You are asked to filter the data below and copy every line holding "lists".

───── Data ─────

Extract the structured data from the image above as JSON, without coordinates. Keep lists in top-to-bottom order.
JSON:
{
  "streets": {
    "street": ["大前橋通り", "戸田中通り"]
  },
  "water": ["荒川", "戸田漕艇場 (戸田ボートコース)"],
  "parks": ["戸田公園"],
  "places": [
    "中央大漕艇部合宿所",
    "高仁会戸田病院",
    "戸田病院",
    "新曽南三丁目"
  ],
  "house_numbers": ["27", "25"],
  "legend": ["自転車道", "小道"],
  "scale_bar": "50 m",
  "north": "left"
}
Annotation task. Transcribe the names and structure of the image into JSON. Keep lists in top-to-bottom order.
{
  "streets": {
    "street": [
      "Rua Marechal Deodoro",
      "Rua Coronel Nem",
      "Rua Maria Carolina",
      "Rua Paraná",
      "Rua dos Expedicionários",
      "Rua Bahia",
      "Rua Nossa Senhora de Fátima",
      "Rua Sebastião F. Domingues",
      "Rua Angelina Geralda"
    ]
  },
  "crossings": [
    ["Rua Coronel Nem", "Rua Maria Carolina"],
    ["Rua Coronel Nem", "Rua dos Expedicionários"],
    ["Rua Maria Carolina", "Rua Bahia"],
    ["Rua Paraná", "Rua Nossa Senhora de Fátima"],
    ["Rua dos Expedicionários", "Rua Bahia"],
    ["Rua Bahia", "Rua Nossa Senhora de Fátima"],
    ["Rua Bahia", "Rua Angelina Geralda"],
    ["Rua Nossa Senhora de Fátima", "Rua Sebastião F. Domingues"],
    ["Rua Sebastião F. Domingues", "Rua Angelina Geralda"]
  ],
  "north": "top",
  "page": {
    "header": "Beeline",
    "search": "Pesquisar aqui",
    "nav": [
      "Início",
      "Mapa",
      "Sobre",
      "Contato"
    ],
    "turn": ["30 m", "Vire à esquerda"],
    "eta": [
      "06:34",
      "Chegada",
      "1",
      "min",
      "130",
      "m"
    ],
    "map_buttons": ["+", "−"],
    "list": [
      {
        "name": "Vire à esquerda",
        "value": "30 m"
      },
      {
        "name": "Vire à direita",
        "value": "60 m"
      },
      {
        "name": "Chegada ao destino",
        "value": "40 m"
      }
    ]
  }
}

─────

_Answer area_
Extract the structured data from the image above as JSON, without coordinates. Keep lists in top-to-bottom order.
Annotation task. Transcribe the names and structure of the image into JSON. Keep lists in top-to-bottom order.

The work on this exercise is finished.